=== ACTION ITEM ===
Exactly as given, output all the records that follow.

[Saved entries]
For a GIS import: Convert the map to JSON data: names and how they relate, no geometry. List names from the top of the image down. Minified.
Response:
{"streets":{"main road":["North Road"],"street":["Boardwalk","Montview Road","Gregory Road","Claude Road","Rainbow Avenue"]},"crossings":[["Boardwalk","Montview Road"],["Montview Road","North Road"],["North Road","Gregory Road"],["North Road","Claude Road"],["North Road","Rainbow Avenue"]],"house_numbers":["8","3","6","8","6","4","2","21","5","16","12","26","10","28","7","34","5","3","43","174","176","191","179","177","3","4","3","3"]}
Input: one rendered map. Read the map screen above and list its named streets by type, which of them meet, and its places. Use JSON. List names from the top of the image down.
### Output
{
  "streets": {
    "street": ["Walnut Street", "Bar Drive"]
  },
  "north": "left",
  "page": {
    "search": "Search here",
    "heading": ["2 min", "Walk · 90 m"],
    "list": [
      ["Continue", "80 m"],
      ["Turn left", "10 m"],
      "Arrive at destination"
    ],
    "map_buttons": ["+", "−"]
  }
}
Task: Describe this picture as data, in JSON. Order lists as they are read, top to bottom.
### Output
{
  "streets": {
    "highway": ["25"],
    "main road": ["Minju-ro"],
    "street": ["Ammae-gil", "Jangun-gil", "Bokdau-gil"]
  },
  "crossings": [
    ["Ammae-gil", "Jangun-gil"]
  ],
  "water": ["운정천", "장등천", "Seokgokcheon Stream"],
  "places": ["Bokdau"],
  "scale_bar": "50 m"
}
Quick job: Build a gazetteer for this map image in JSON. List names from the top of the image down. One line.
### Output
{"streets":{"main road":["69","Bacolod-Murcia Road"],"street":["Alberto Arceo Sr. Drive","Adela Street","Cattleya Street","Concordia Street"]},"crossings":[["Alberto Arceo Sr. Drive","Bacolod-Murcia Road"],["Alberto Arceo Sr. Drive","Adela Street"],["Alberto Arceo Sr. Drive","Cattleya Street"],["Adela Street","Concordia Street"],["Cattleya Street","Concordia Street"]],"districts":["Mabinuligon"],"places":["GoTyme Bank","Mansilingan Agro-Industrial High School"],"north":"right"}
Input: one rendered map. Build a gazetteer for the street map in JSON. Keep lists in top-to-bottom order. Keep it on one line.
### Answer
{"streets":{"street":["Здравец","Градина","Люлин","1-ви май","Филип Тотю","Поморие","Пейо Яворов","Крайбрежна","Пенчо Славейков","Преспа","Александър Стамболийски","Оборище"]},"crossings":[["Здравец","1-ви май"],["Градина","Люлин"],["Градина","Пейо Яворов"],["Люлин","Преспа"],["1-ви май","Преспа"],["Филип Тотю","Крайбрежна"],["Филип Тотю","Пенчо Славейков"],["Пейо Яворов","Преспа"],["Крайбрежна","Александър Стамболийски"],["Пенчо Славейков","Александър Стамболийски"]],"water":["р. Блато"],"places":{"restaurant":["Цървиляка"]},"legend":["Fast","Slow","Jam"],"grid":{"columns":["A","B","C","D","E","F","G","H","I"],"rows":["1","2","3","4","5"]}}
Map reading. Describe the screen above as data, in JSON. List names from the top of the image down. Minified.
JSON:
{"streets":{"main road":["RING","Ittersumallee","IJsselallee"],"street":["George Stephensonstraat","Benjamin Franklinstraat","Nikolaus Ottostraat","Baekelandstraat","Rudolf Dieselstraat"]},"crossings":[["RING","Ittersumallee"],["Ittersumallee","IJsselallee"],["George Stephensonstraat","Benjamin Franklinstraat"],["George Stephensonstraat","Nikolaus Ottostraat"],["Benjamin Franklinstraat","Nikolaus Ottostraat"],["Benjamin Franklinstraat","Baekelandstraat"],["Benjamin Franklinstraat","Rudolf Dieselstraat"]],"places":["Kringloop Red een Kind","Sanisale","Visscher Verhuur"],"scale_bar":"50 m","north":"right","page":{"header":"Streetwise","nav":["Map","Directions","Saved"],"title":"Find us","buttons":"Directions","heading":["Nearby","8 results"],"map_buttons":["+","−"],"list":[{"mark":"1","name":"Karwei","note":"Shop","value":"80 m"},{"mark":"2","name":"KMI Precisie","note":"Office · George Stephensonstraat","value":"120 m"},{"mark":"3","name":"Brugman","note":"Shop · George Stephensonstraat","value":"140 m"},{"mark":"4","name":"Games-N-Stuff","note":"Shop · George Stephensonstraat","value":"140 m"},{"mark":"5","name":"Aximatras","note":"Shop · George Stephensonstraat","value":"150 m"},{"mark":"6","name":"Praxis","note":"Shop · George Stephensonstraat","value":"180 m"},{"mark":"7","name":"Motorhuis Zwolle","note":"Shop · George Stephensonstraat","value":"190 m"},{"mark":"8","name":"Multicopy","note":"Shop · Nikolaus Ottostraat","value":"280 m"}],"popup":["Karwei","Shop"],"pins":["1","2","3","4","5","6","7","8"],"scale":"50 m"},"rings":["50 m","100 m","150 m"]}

=== ANSWER FOR THIS EXERCISE ===
For a GIS import: Convert the map to JSON data: names and how they relate, no geometry. List names from the top of the image down. Minified.
Response:
{"streets":{"main road":["North Road"],"street":["Boardwalk","Montview Road","Gregory Road","Claude Road","Rainbow Avenue"]},"crossings":[["Boardwalk","Montview Road"],["Montview Road","North Road"],["North Road","Gregory Road"],["North Road","Claude Road"],["North Road","Rainbow Avenue"]],"house_numbers":["8","3","6","8","6","4","2","21","5","16","12","26","10","28","7","34","5","3","43","174","176","191","179","177","3","4","3","3"]}
Input: one rendered map. Read the map screen above and list its named streets by type, which of them meet, and its places. Use JSON. List names from the top of the image down.
### Output
{
  "streets": {
    "street": ["Walnut Street", "Bar Drive"]
  },
  "north": "left",
  "page": {
    "search": "Search here",
    "heading": ["2 min", "Walk · 90 m"],
    "list": [
      ["Continue", "80 m"],
      ["Turn left", "10 m"],
      "Arrive at destination"
    ],
    "map_buttons": ["+", "−"]
  }
}
Task: Describe this picture as data, in JSON. Order lists as they are read, top to bottom.
### Output
{
  "streets": {
    "highway": ["25"],
    "main road": ["Minju-ro"],
    "street": ["Ammae-gil", "Jangun-gil", "Bokdau-gil"]
  },
  "crossings": [
    ["Ammae-gil", "Jangun-gil"]
  ],
  "water": ["운정천", "장등천", "Seokgokcheon Stream"],
  "places": ["Bokdau"],
  "scale_bar": "50 m"
}
Quick job: Build a gazetteer for this map image in JSON. List names from the top of the image down. One line.
### Output
{"streets":{"main road":["69","Bacolod-Murcia Road"],"street":["Alberto Arceo Sr. Drive","Adela Street","Cattleya Street","Concordia Street"]},"crossings":[["Alberto Arceo Sr. Drive","Bacolod-Murcia Road"],["Alberto Arceo Sr. Drive","Adela Street"],["Alberto Arceo Sr. Drive","Cattleya Street"],["Adela Street","Concordia Street"],["Cattleya Street","Concordia Street"]],"districts":["Mabinuligon"],"places":["GoTyme Bank","Mansilingan Agro-Industrial High School"],"north":"right"}
Input: one rendered map. Build a gazetteer for the street map in JSON. Keep lists in top-to-bottom order. Keep it on one line.
### Answer
{"streets":{"street":["Здравец","Градина","Люлин","1-ви май","Филип Тотю","Поморие","Пейо Яворов","Крайбрежна","Пенчо Славейков","Преспа","Александър Стамболийски","Оборище"]},"crossings":[["Здравец","1-ви май"],["Градина","Люлин"],["Градина","Пейо Яворов"],["Люлин","Преспа"],["1-ви май","Преспа"],["Филип Тотю","Крайбрежна"],["Филип Тотю","Пенчо Славейков"],["Пейо Яворов","Преспа"],["Крайбрежна","Александър Стамболийски"],["Пенчо Славейков","Александър Стамболийски"]],"water":["р. Блато"],"places":{"restaurant":["Цървиляка"]},"legend":["Fast","Slow","Jam"],"grid":{"columns":["A","B","C","D","E","F","G","H","I"],"rows":["1","2","3","4","5"]}}
Map reading. Describe the screen above as data, in JSON. List names from the top of the image down. Minified.
JSON:
{"streets":{"main road":["RING","Ittersumallee","IJsselallee"],"street":["George Stephensonstraat","Benjamin Franklinstraat","Nikolaus Ottostraat","Baekelandstraat","Rudolf Dieselstraat"]},"crossings":[["RING","Ittersumallee"],["Ittersumallee","IJsselallee"],["George Stephensonstraat","Benjamin Franklinstraat"],["George Stephensonstraat","Nikolaus Ottostraat"],["Benjamin Franklinstraat","Nikolaus Ottostraat"],["Benjamin Franklinstraat","Baekelandstraat"],["Benjamin Franklinstraat","Rudolf Dieselstraat"]],"places":["Kringloop Red een Kind","Sanisale","Visscher Verhuur"],"scale_bar":"50 m","north":"right","page":{"header":"Streetwise","nav":["Map","Directions","Saved"],"title":"Find us","buttons":"Directions","heading":["Nearby","8 results"],"map_buttons":["+","−"],"list":[{"mark":"1","name":"Karwei","note":"Shop","value":"80 m"},{"mark":"2","name":"KMI Precisie","note":"Office · George Stephensonstraat","value":"120 m"},{"mark":"3","name":"Brugman","note":"Shop · George Stephensonstraat","value":"140 m"},{"mark":"4","name":"Games-N-Stuff","note":"Shop · George Stephensonstraat","value":"140 m"},{"mark":"5","name":"Aximatras","note":"Shop · George Stephensonstraat","value":"150 m"},{"mark":"6","name":"Praxis","note":"Shop · George Stephensonstraat","value":"180 m"},{"mark":"7","name":"Motorhuis Zwolle","note":"Shop · George Stephensonstraat","value":"190 m"},{"mark":"8","name":"Multicopy","note":"Shop · Nikolaus Ottostraat","value":"280 m"}],"popup":["Karwei","Shop"],"pins":["1","2","3","4","5","6","7","8"],"scale":"50 m"},"rings":["50 m","100 m","150 m"]}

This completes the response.